Co-chairman of the European Conservatives and Reformists Head of the Polish Law and Justice Delegation to the European Parliament
- Incumbent
- Assumed office 11 December 2011
- Serving alongside: Jorge Buxadé

Minister of National Education
- In office 13 August 2007 – 16 November 2007
- President: Lech Kaczyński
- Prime Minister: Jarosław Kaczyński
- Preceded by: Roman Giertych
- Succeeded by: Katarzyna Hall

Member of the European Parliament for Lesser Poland and Świętokrzyskie
- In office 1 July 2014 – 1 July 2024

Member of the European Parliament for Lower Silesian and Opole
- In office 14 July 2009 – 2 July 2014

Personal details
- Born: 24 December 1949 (age 76) Kraków, Poland
- Party: Law and Justice
- Children: 2
- Alma mater: Jagiellonian University
- Occupation: Politician, philosopher
- Website: www.rlegutko.pl

= Ryszard Legutko =

Polish politician (born 1949)

Ryszard Antoni Legutko (/pol/; born 24 December 1949) is a Polish philosopher and politician. He is a professor of philosophy at the Jagiellonian University in Kraków, specializing in ancient philosophy and political theory. A member of the right-wing Law and Justice party domestically, Legutko has also served as a Member of the European Parliament from 2009 to 2024 being a prominent member of the minority European Conservatives and Reformists political group.

== Biography ==
Under communism he was one of the editors of the samizdat quarterly "Arka". After the collapse of the communist regime he co-founded the Centre for Political Thought, which combines research, teaching, seminars and conferences and is also a publishing house. He has translated and written commentaries to Plato's Phaedo (1995), Euthyphro (1998) and Apology (2003). He is the author of several books: Plato's Critique of Democracy (1990), Toleration (1997), A Treatise on Liberty (2007) and An Essay on the Polish Soul (2008), Socrates (2013).

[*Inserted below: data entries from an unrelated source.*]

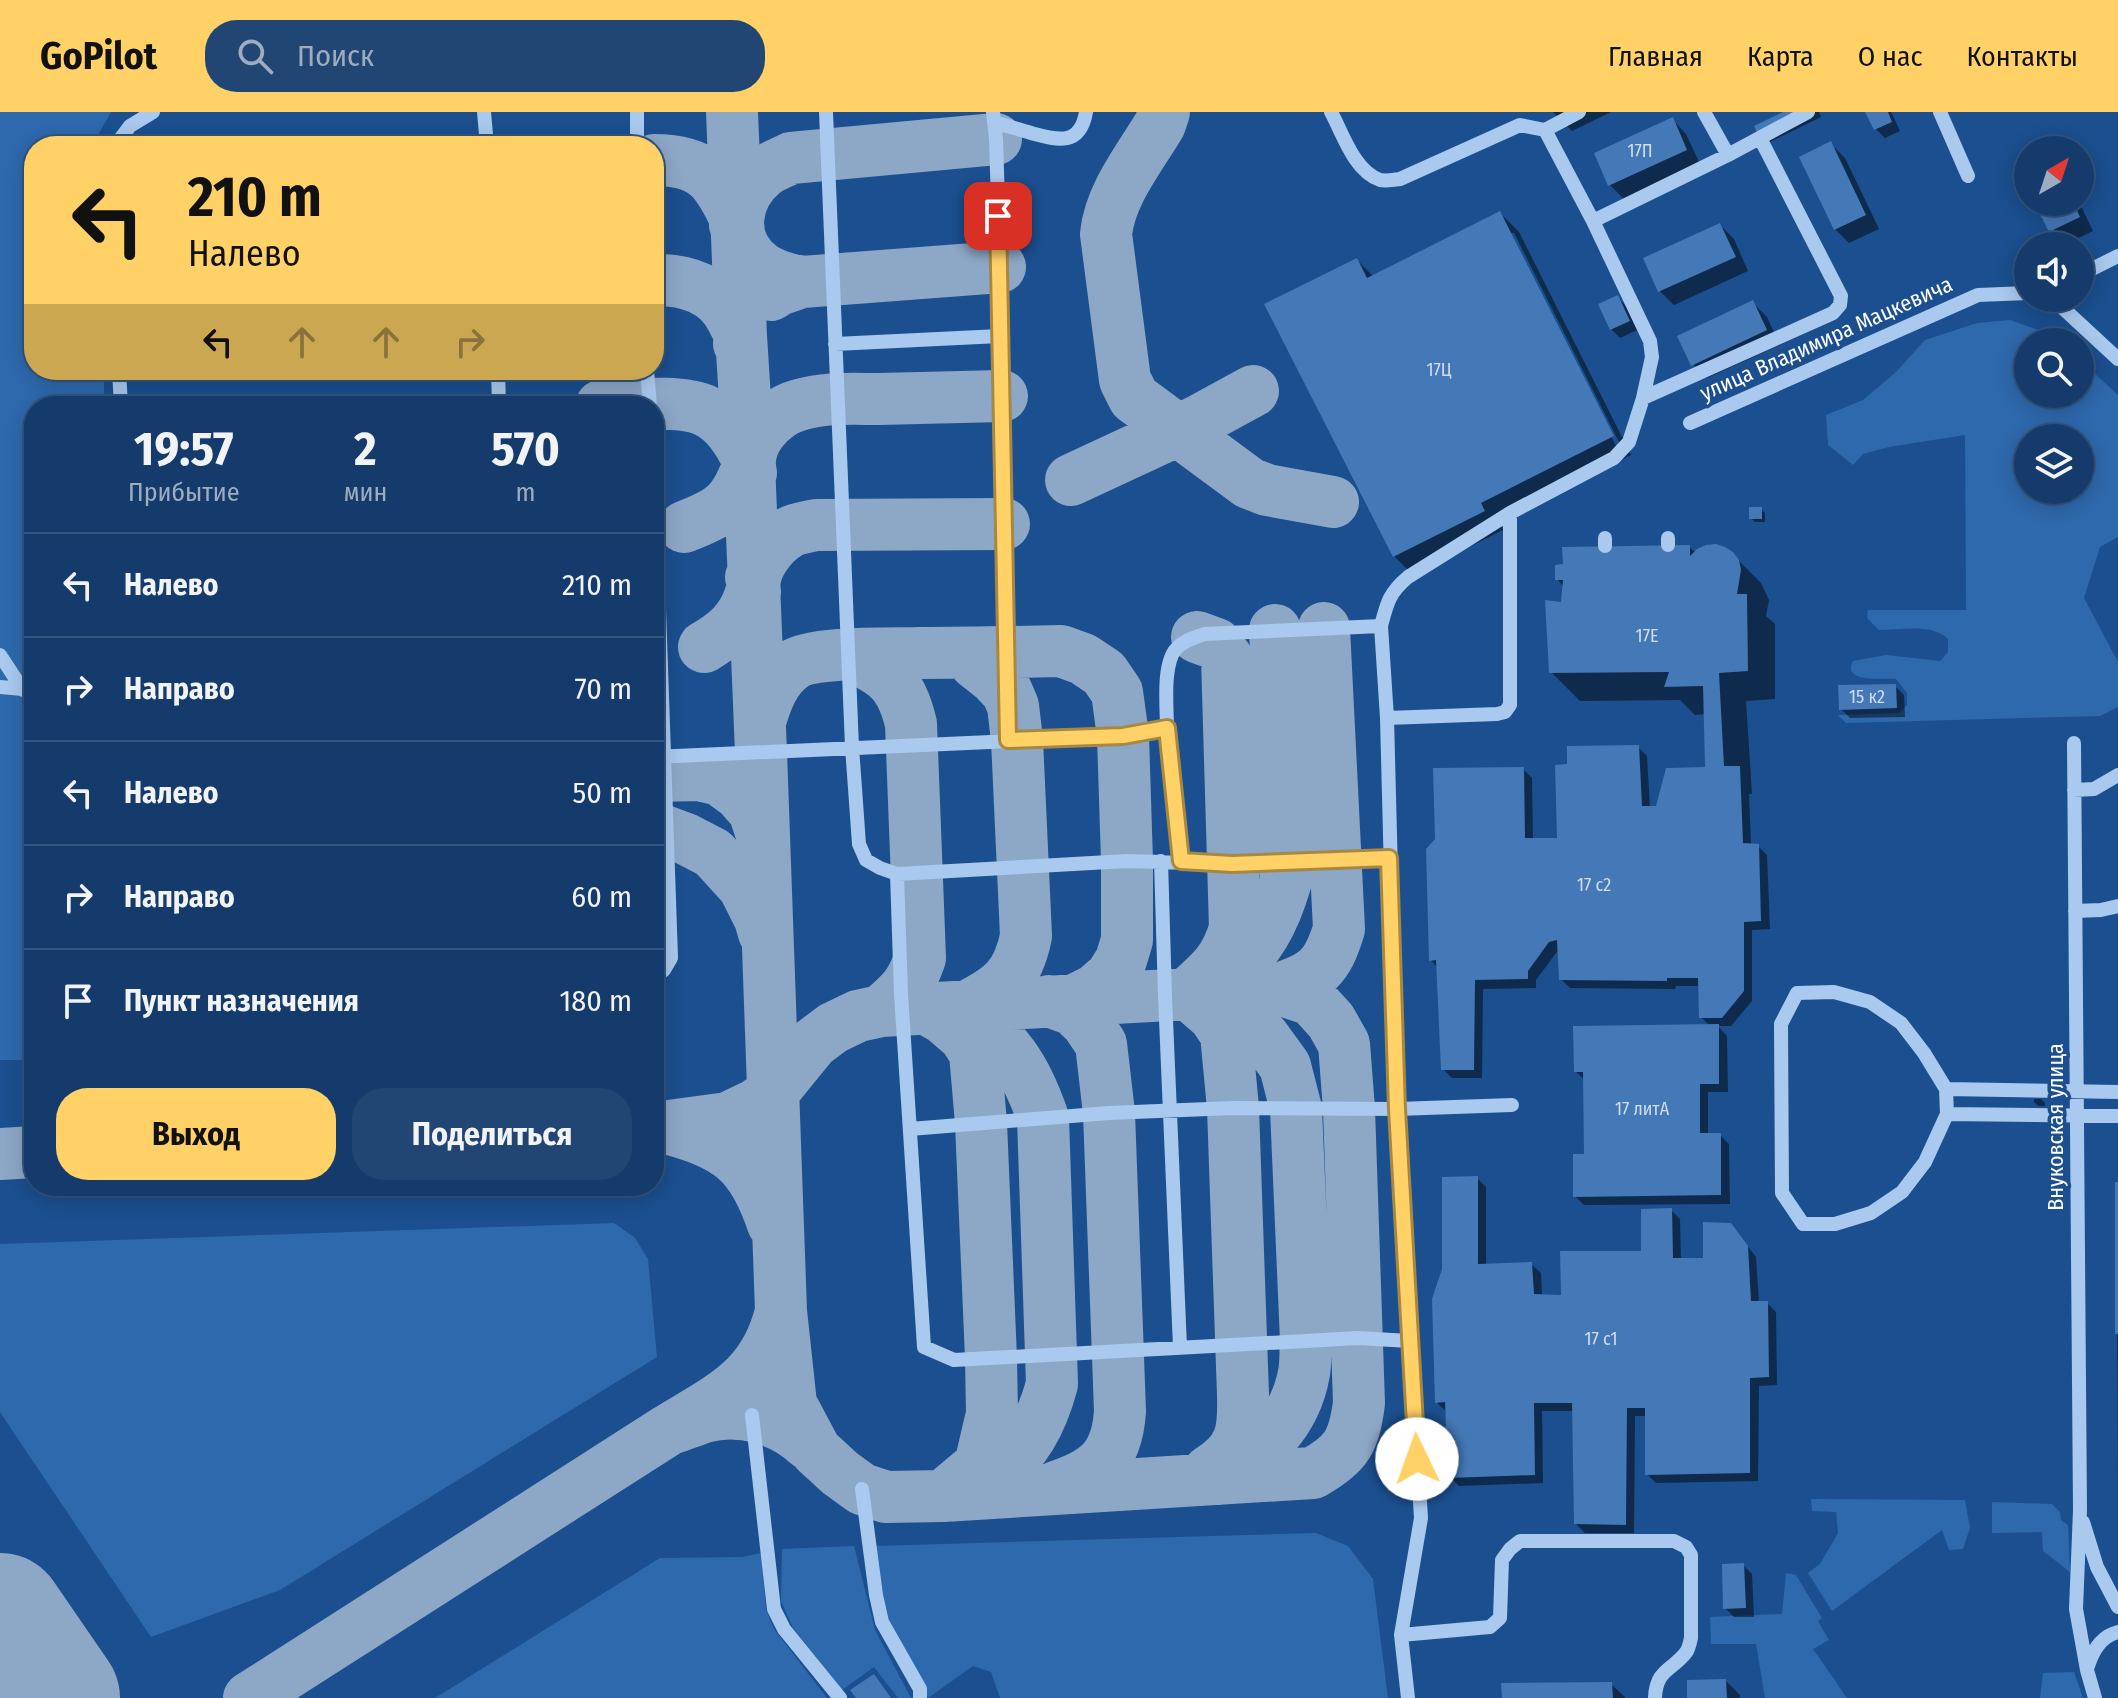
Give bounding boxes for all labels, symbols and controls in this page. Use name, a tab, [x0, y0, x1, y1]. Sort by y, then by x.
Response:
search box	[205, 20, 765, 92]
text: GoPilot	[40, 33, 157, 79]
icon: search	[233, 34, 277, 78]
text: Поиск	[297, 38, 374, 74]
text: Главная	[1608, 40, 1703, 73]
text: Карта	[1747, 40, 1814, 73]
text: О нас	[1858, 40, 1923, 73]
text: Контакты	[1967, 40, 2078, 73]
north arrow	[2014, 136, 2094, 216]
map controls	[2014, 136, 2094, 504]
house number: 17П	[1627, 140, 1653, 162]
text: 210 m	[188, 164, 322, 231]
icon: left	[56, 168, 160, 272]
pin	[964, 182, 1032, 250]
icon: arrive	[976, 194, 1020, 238]
text: Налево	[188, 232, 301, 276]
button: sound	[2014, 232, 2094, 312]
street label: улица Владимира Мацкевича	[1696, 270, 1957, 406]
icon: left	[196, 320, 240, 364]
icon: ahead	[280, 320, 324, 364]
icon: ahead	[364, 320, 408, 364]
icon: right	[448, 320, 492, 364]
button: search	[2014, 328, 2094, 408]
house number: 17Ц	[1426, 359, 1452, 381]
text: 19:57	[134, 420, 234, 478]
text: 2	[354, 420, 377, 478]
text: 570	[491, 420, 560, 478]
button: layers	[2014, 424, 2094, 504]
text: Прибытие	[128, 477, 240, 508]
text: мин	[344, 477, 387, 508]
text: m	[516, 477, 536, 508]
icon: left	[56, 563, 100, 607]
text: Налево	[124, 567, 219, 603]
text: 210 m	[562, 567, 632, 603]
house number: 17Е	[1636, 625, 1658, 647]
icon: right	[56, 667, 100, 711]
text: Направо	[124, 671, 235, 707]
text: 70 m	[574, 671, 632, 707]
house number: 15 к2	[1849, 686, 1885, 708]
icon: left	[56, 771, 100, 815]
text: Налево	[124, 775, 219, 811]
text: 50 m	[572, 775, 632, 811]
house number: 17 с2	[1577, 874, 1611, 896]
icon: right	[56, 875, 100, 919]
text: Направо	[124, 879, 235, 915]
text: 60 m	[571, 879, 632, 915]
icon: arrive	[56, 979, 100, 1023]
text: Пункт назначения	[124, 983, 359, 1019]
text: 180 m	[560, 983, 632, 1019]
street label: Внуковская улица	[2042, 1043, 2069, 1211]
button: Выход	[56, 1088, 336, 1180]
button: Поделиться	[352, 1088, 632, 1180]
house number: 17 литА	[1615, 1098, 1670, 1120]
house number: 17 с1	[1584, 1328, 1618, 1350]
position arrow	[1375, 1417, 1459, 1501]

In 2005 he was elected to a seat in the Polish Senate (representing the Law and Justice Party), where he became Deputy Speaker. In 2007 he was Poland's Education Minister, and in 2007–9 Secretary of State in the Chancellery of President Lech Kaczyński. He is currently a member of the European Parliament, where he sits on the Foreign Affairs Committee, a head of the Polish Law and Justice Delegation to the European Parliament and a Co-chairman of the Conservatives and Reformists parliamentary group.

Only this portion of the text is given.